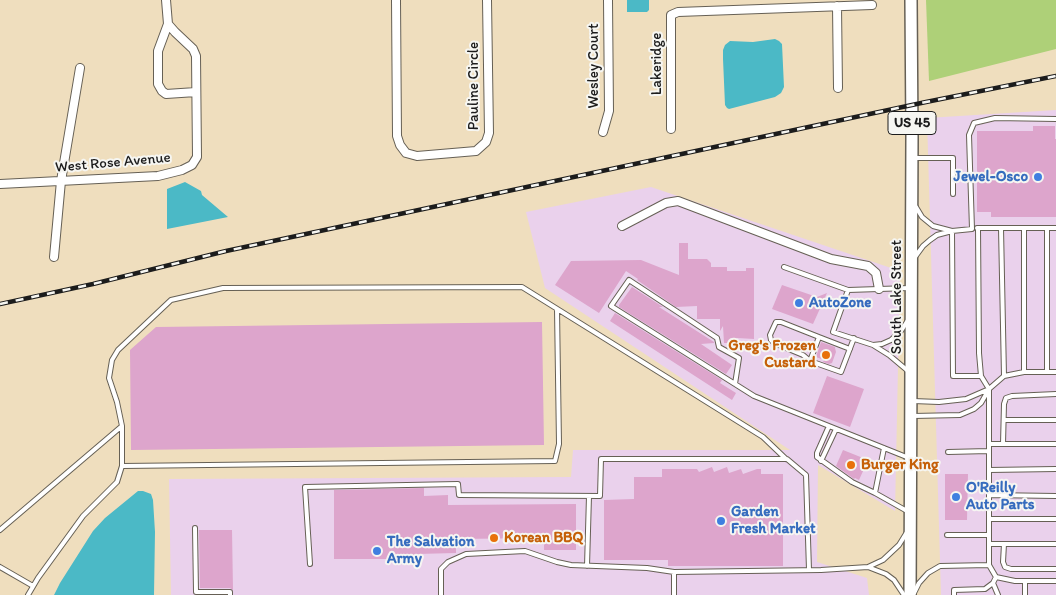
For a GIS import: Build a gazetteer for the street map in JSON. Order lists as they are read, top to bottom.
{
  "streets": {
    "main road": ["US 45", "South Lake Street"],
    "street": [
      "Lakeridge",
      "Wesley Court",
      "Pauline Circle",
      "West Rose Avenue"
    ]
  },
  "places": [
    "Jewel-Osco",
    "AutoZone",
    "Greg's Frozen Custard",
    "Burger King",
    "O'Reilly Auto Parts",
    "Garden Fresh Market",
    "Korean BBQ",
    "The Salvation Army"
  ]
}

» **ABOUT THIS EXERCISE**
Images are not wanted in the copy. Please print the material above exactly.

» **ANSWER FOR THIS EXERCISE**
For a GIS import: Build a gazetteer for the street map in JSON. Order lists as they are read, top to bottom.
{
  "streets": {
    "main road": ["US 45", "South Lake Street"],
    "street": [
      "Lakeridge",
      "Wesley Court",
      "Pauline Circle",
      "West Rose Avenue"
    ]
  },
  "places": [
    "Jewel-Osco",
    "AutoZone",
    "Greg's Frozen Custard",
    "Burger King",
    "O'Reilly Auto Parts",
    "Garden Fresh Market",
    "Korean BBQ",
    "The Salvation Army"
  ]
}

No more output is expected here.